Hanya saja solusi-solusi itu menuntut perubahan dalam perjanjian Lisbon yang mengatur Uni Eropa. Perjanjian itu keluar setelah kelahiran yang sulit disebabkan perbedaan-perbedaan yang tajam antara negara-negara Uni Eropa yang berjuang untuk tetap memiliki kedaulatan sebagai negara independen di dalam Uni Eropa dan negara itu tidak siap untuk memberikan konsesi demi kemaslahatan semua. Oleh karena itu tidak mudah usulan Jerman itu disetujui. Usulan terakhir Jerman yang dilontarkan oleh menteri keuangan Jerman Wolfgang Schaeuble ketika ia menyerukan “pengalihan lebih banyak kekuasaan kebijakan finansial lokal di negara zona Euro ke tingkat Eropa untuk mengatasi krisis utang negara”. Wolfgang mengisyaratkan kepada ide bahwa “bank sentral Eropa memiliki independensi yang menjadikannya berhak untuk mengadopsi kebijakan yang memelihara kemaslahatan semua dan agar tidak memerhatikan satu negara dengan mengorbankan negara yang lain”. Akan tetapi ia menambahkan, “sampai sekarang belum ada kesepakatan atas kebijakan finansial bersama Eropa”. (DBA, 12/11/2011). Wolfgang mengakui apa yang dihadapi oleh Yunani. Ia mendeskripsikan hal itu bahwa itu merupakan “gunung persoalan”. Sebelumnya telah dinyatakan dalam pernyataan Kanselir Jerman, Angela Merkel, yang memperingatkan masa depan zona Euro dan menegaskan bahwa “Jerman tidak ingin suatu negara manapun bangkrut karena itu merupakan kebangkrutan semua”. Merkel kembali mengulang hal itu pada tanggal 14/11/2011 ketika berbicara di depan konferensi partainya Demokrat Kristen di kota Leipzig, “Eropa sedang hidup dalam waktu-waktu paling sulit sejak PD II … dan jika Euro gagal maka Eropa akan gagal”. Hal itu menunjukkan adanya kekhawairan atas Euro dan atas kohesi zona Euro.
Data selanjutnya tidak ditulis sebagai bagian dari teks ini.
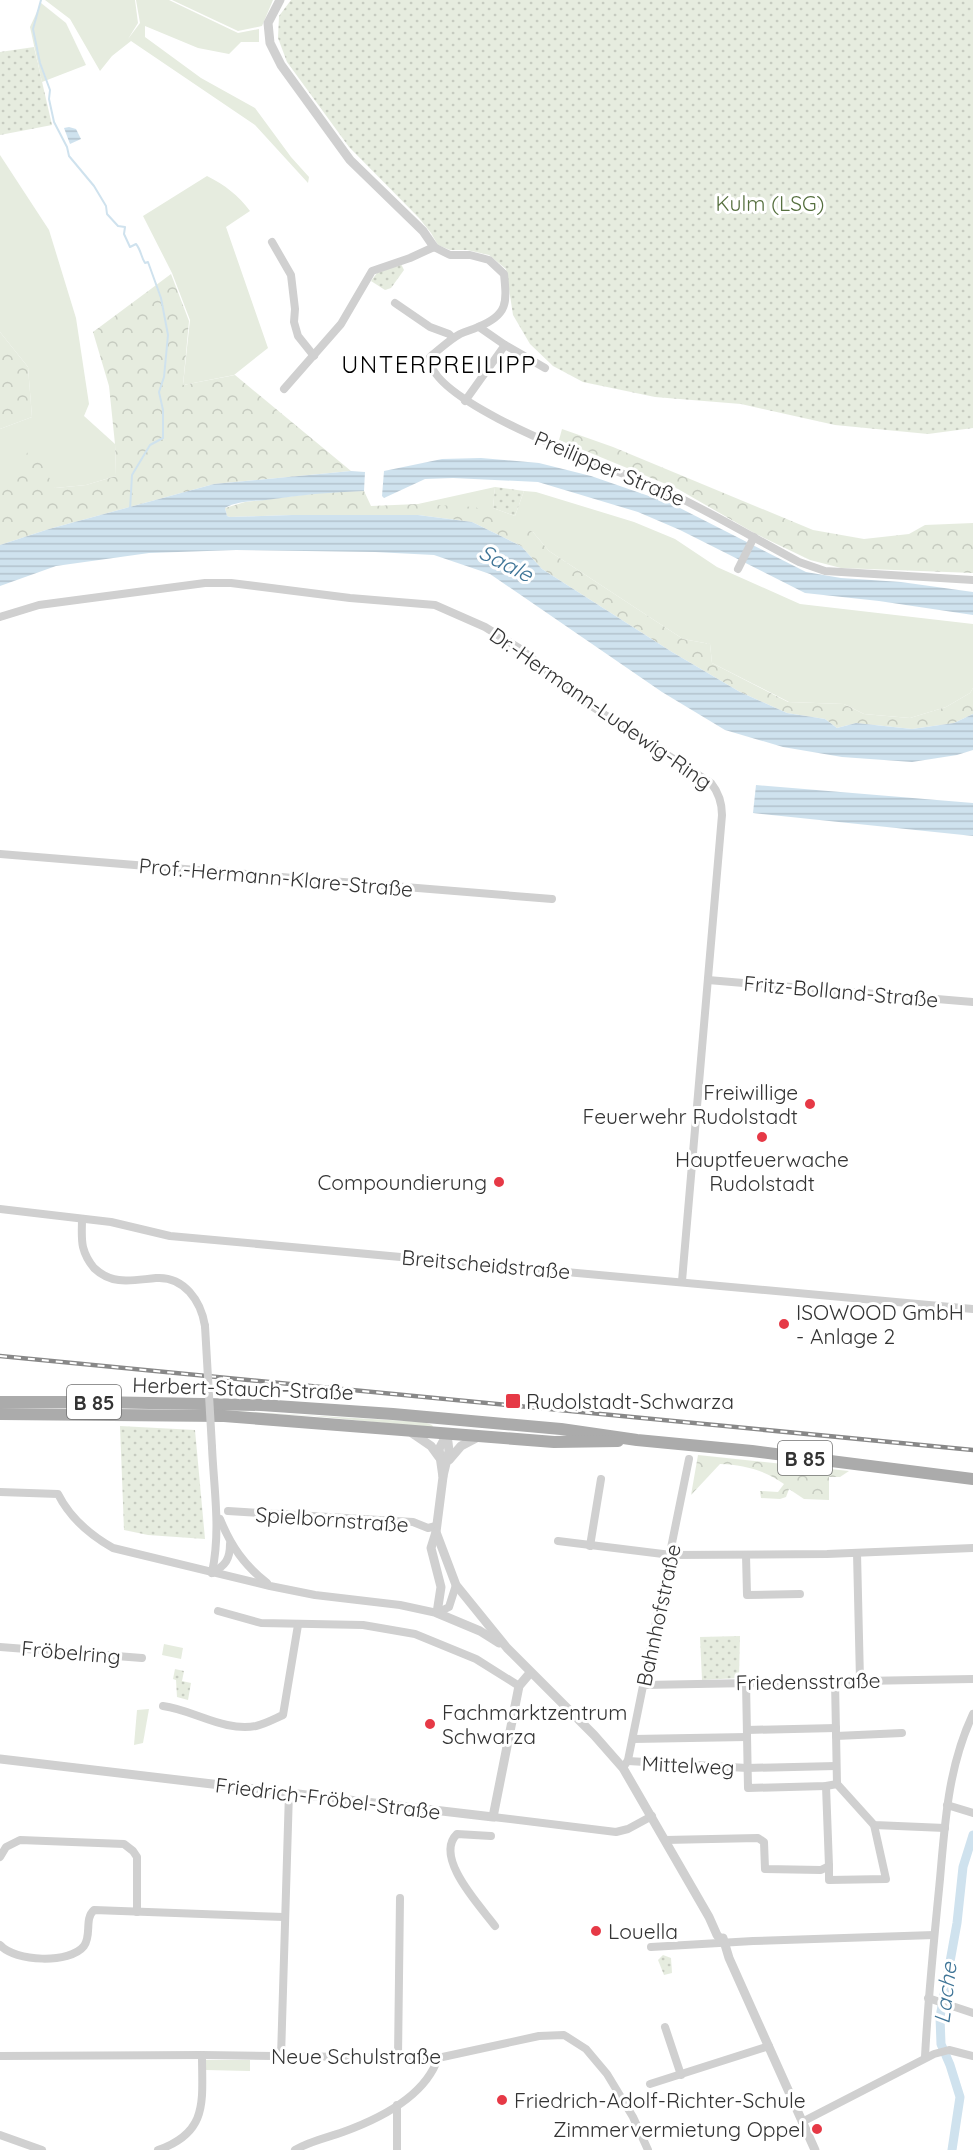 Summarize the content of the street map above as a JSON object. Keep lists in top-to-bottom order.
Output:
{
  "streets": {
    "main road": ["Herbert-Stauch-Straße", "B 85"],
    "street": [
      "Preilipper Straße",
      "Dr.-Hermann-Ludewig-Ring",
      "Prof.-Hermann-Klare-Straße",
      "Fritz-Bolland-Straße",
      "Breitscheidstraße",
      "Spielbornstraße",
      "Bahnhofstraße",
      "Fröbelring",
      "Friedensstraße",
      "Mittelweg",
      "Friedrich-Fröbel-Straße",
      "Neue Schulstraße"
    ]
  },
  "crossings": [
    ["Dr.-Hermann-Ludewig-Ring", "Fritz-Bolland-Straße"],
    ["Dr.-Hermann-Ludewig-Ring", "Breitscheidstraße"],
    ["Herbert-Stauch-Straße", "B 85"],
    ["Bahnhofstraße", "Friedensstraße"],
    ["Bahnhofstraße", "Mittelweg"],
    ["Friedensstraße", "Mittelweg"]
  ],
  "districts": ["UNTERPREILIPP"],
  "water": ["Saale", "Lache"],
  "parks": ["Kulm (LSG)"],
  "places": {
    "other": [
      "Freiwillige Feuerwehr Rudolstadt",
      "Hauptfeuerwache Rudolstadt",
      "Compoundierung",
      "ISOWOOD GmbH - Anlage 2",
      "Fachmarktzentrum Schwarza",
      "Louella",
      "Friedrich-Adolf-Richter-Schule",
      "Zimmervermietung Oppel"
    ],
    "transit": ["Rudolstadt-Schwarza"]
  }
}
Banyaknya usulan Jerman, peringatannya, penambahan dukungan untuk Dana Stabilitas Eropa dan persetujuan Jerman untuk menaikkan anggaran Dana Stabilitas Eropa dari 440 miliar Euro menjadi satu triliun Euro, semua itu sungguh menunjukkan sejauh mana perhatian Jerman untuk mengatasi permasalahan dan sejauh mana tekad mereka atas kelangsungan persatuan mata uang Eropa Euro dan terhadap penjagaan zona Euro bahkan atas kelanjutan Uni Eropa. Dari hal itu bisa dipahami bahwa Jerman sejauh waktu yang bisa diprediksikan tidak akan melepaskan diri dari Euro, zona Euro dan dari Uni Eropa. Perlu diketahui bahwa Euro dianggap sebagai rahasia kesuksesan dan kejatuhan atau kegagalan Uni Eropa

4. Dari sisi lain, krisis ini memberikan kesempatan kepada Amerika hingga Amerika dari satu sisi bisa memanfaatkan kesempatan itu untuk menjauhkan perhatian dari kondisi finansial dan ekonomi yang mencekiknya dan posisinya yang pada dasarnya adalah sumber krisis yang terutama. Dari sisi kedua, Amerika bisa memanfaatkan kesempatan itu untuk mengguncang kepercayaan orang-orang Eropa kepada persatuan mereka (Uni Eropa) dan kepada mata uang mereka (Euro) dimana Amerika bekerja untuk menjatuhkan atau menggagalkan Uni Eropa beserta mata uang Eropa Euro. Dengan itu Amerika bisa menghalangi Eropa agar tidak memiliki pengaruh internasional yang bisa menyaingi Amerika baik dalam bidang ekonomi atau politik internasional. Bahkan Amerika ingin menjadikan Uni Eropa mengikuti Amerika dan berjalan di bawah bayang-bayang AS. Oleh karena itu, Amerika membantu Uni Eropa untuk tingkat tertentu sehingga melanggengkannya mengikuti Amerika dan berjalan di bawah naungan Amerika. Di dalam KTT G-20 yang diadakan pada awal bulan November ini, Amerika menolak usulan-usulan penambahan dana IMF menjadi dua kali lipat untuk bisa bergerak ke arah krisis zona Euro. Menteri keuangan Amerika Timothy Geitner menjelang pertemuan para menteri keuangan G-20, ia menyatakan: “bahwa ia mendukung dukungan IMF kepada Eropa, akan tetapi ini adalah harta terakhir milik IMF yang cukup untuk mengatasi permasalahan-permasalahan utangnya”. Ia juga mengatakan, “Amerika Serikat termasuk negara yang sangat ingin untuk melanjutkan tekanan terhadap orang-orang Eropa agar mengambil langkah-langkah lebih tegas sebab krisis utang itu terus saja berlanjut sejak dua tahun lalu” (Aljazeera, 14/10/2011).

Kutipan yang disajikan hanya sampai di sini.